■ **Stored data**
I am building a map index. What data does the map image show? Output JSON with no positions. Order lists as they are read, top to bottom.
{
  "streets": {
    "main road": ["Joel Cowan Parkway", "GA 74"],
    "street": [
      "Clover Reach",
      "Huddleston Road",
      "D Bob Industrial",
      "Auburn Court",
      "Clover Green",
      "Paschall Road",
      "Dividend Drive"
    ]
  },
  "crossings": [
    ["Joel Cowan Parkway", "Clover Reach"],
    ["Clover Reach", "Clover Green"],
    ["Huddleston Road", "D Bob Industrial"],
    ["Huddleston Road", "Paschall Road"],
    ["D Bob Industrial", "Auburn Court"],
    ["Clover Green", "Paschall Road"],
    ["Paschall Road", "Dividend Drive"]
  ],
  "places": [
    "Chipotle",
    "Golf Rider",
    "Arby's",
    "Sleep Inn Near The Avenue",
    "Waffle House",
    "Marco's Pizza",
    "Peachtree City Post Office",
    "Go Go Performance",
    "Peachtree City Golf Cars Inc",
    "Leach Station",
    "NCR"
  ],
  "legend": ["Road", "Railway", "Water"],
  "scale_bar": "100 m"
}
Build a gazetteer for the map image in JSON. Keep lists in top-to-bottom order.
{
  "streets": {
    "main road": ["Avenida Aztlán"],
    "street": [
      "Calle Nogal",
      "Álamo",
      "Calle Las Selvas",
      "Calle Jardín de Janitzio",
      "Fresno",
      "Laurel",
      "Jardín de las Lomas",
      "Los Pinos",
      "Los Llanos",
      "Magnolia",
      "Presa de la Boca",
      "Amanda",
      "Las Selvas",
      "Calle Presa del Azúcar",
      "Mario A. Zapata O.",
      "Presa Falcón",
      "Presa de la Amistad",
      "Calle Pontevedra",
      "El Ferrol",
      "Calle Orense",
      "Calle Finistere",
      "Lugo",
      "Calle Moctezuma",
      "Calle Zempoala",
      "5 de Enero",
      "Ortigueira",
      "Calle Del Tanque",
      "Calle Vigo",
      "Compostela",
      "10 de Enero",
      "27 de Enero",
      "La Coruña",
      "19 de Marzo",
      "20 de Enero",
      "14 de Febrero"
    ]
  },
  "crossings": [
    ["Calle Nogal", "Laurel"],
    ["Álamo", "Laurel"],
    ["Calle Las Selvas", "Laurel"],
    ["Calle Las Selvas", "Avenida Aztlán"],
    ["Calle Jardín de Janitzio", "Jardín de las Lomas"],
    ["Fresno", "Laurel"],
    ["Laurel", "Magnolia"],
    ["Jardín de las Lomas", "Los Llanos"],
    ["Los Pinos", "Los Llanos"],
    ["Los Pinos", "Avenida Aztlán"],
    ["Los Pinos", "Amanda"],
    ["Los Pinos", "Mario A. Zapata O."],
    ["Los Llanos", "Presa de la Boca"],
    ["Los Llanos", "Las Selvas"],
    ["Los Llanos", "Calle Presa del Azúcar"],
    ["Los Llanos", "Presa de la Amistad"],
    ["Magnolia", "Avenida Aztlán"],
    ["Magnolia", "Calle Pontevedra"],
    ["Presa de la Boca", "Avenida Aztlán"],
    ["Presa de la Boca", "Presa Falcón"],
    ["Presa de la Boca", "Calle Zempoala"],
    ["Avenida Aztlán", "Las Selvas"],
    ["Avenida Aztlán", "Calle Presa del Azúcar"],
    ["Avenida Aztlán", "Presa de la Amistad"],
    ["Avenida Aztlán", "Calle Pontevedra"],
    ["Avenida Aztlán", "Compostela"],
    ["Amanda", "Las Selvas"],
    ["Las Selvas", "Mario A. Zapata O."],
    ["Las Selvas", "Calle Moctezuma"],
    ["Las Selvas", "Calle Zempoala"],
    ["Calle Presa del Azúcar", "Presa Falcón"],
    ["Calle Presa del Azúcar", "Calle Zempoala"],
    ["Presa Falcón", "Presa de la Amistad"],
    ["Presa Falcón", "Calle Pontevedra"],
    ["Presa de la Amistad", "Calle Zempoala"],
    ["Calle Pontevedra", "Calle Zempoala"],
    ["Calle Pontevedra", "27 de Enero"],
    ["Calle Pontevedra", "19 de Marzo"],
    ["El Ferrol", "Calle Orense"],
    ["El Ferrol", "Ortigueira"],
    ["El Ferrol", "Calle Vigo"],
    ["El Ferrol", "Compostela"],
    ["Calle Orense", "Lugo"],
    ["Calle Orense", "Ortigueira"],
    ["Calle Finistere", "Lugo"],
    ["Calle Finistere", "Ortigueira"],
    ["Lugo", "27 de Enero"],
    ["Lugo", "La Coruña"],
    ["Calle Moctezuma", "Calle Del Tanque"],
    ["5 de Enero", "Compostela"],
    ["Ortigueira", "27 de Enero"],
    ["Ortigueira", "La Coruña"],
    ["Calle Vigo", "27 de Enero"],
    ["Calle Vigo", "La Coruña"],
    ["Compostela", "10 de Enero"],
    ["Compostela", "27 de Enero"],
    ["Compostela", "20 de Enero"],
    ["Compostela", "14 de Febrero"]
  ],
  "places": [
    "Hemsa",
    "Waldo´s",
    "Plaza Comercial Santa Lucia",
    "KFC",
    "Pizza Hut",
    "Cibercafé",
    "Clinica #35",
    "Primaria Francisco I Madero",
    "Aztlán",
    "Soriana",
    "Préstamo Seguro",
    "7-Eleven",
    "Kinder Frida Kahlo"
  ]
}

■ **PROMPT**
The records above need to be output again, verbatim.

■ **ANSWER SPACE**
I am building a map index. What data does the map image show? Output JSON with no positions. Order lists as they are read, top to bottom.
{
  "streets": {
    "main road": ["Joel Cowan Parkway", "GA 74"],
    "street": [
      "Clover Reach",
      "Huddleston Road",
      "D Bob Industrial",
      "Auburn Court",
      "Clover Green",
      "Paschall Road",
      "Dividend Drive"
    ]
  },
  "crossings": [
    ["Joel Cowan Parkway", "Clover Reach"],
    ["Clover Reach", "Clover Green"],
    ["Huddleston Road", "D Bob Industrial"],
    ["Huddleston Road", "Paschall Road"],
    ["D Bob Industrial", "Auburn Court"],
    ["Clover Green", "Paschall Road"],
    ["Paschall Road", "Dividend Drive"]
  ],
  "places": [
    "Chipotle",
    "Golf Rider",
    "Arby's",
    "Sleep Inn Near The Avenue",
    "Waffle House",
    "Marco's Pizza",
    "Peachtree City Post Office",
    "Go Go Performance",
    "Peachtree City Golf Cars Inc",
    "Leach Station",
    "NCR"
  ],
  "legend": ["Road", "Railway", "Water"],
  "scale_bar": "100 m"
}
Build a gazetteer for the map image in JSON. Keep lists in top-to-bottom order.
{
  "streets": {
    "main road": ["Avenida Aztlán"],
    "street": [
      "Calle Nogal",
      "Álamo",
      "Calle Las Selvas",
      "Calle Jardín de Janitzio",
      "Fresno",
      "Laurel",
      "Jardín de las Lomas",
      "Los Pinos",
      "Los Llanos",
      "Magnolia",
      "Presa de la Boca",
      "Amanda",
      "Las Selvas",
      "Calle Presa del Azúcar",
      "Mario A. Zapata O.",
      "Presa Falcón",
      "Presa de la Amistad",
      "Calle Pontevedra",
      "El Ferrol",
      "Calle Orense",
      "Calle Finistere",
      "Lugo",
      "Calle Moctezuma",
      "Calle Zempoala",
      "5 de Enero",
      "Ortigueira",
      "Calle Del Tanque",
      "Calle Vigo",
      "Compostela",
      "10 de Enero",
      "27 de Enero",
      "La Coruña",
      "19 de Marzo",
      "20 de Enero",
      "14 de Febrero"
    ]
  },
  "crossings": [
    ["Calle Nogal", "Laurel"],
    ["Álamo", "Laurel"],
    ["Calle Las Selvas", "Laurel"],
    ["Calle Las Selvas", "Avenida Aztlán"],
    ["Calle Jardín de Janitzio", "Jardín de las Lomas"],
    ["Fresno", "Laurel"],
    ["Laurel", "Magnolia"],
    ["Jardín de las Lomas", "Los Llanos"],
    ["Los Pinos", "Los Llanos"],
    ["Los Pinos", "Avenida Aztlán"],
    ["Los Pinos", "Amanda"],
    ["Los Pinos", "Mario A. Zapata O."],
    ["Los Llanos", "Presa de la Boca"],
    ["Los Llanos", "Las Selvas"],
    ["Los Llanos", "Calle Presa del Azúcar"],
    ["Los Llanos", "Presa de la Amistad"],
    ["Magnolia", "Avenida Aztlán"],
    ["Magnolia", "Calle Pontevedra"],
    ["Presa de la Boca", "Avenida Aztlán"],
    ["Presa de la Boca", "Presa Falcón"],
    ["Presa de la Boca", "Calle Zempoala"],
    ["Avenida Aztlán", "Las Selvas"],
    ["Avenida Aztlán", "Calle Presa del Azúcar"],
    ["Avenida Aztlán", "Presa de la Amistad"],
    ["Avenida Aztlán", "Calle Pontevedra"],
    ["Avenida Aztlán", "Compostela"],
    ["Amanda", "Las Selvas"],
    ["Las Selvas", "Mario A. Zapata O."],
    ["Las Selvas", "Calle Moctezuma"],
    ["Las Selvas", "Calle Zempoala"],
    ["Calle Presa del Azúcar", "Presa Falcón"],
    ["Calle Presa del Azúcar", "Calle Zempoala"],
    ["Presa Falcón", "Presa de la Amistad"],
    ["Presa Falcón", "Calle Pontevedra"],
    ["Presa de la Amistad", "Calle Zempoala"],
    ["Calle Pontevedra", "Calle Zempoala"],
    ["Calle Pontevedra", "27 de Enero"],
    ["Calle Pontevedra", "19 de Marzo"],
    ["El Ferrol", "Calle Orense"],
    ["El Ferrol", "Ortigueira"],
    ["El Ferrol", "Calle Vigo"],
    ["El Ferrol", "Compostela"],
    ["Calle Orense", "Lugo"],
    ["Calle Orense", "Ortigueira"],
    ["Calle Finistere", "Lugo"],
    ["Calle Finistere", "Ortigueira"],
    ["Lugo", "27 de Enero"],
    ["Lugo", "La Coruña"],
    ["Calle Moctezuma", "Calle Del Tanque"],
    ["5 de Enero", "Compostela"],
    ["Ortigueira", "27 de Enero"],
    ["Ortigueira", "La Coruña"],
    ["Calle Vigo", "27 de Enero"],
    ["Calle Vigo", "La Coruña"],
    ["Compostela", "10 de Enero"],
    ["Compostela", "27 de Enero"],
    ["Compostela", "20 de Enero"],
    ["Compostela", "14 de Febrero"]
  ],
  "places": [
    "Hemsa",
    "Waldo´s",
    "Plaza Comercial Santa Lucia",
    "KFC",
    "Pizza Hut",
    "Cibercafé",
    "Clinica #35",
    "Primaria Francisco I Madero",
    "Aztlán",
    "Soriana",
    "Préstamo Seguro",
    "7-Eleven",
    "Kinder Frida Kahlo"
  ]
}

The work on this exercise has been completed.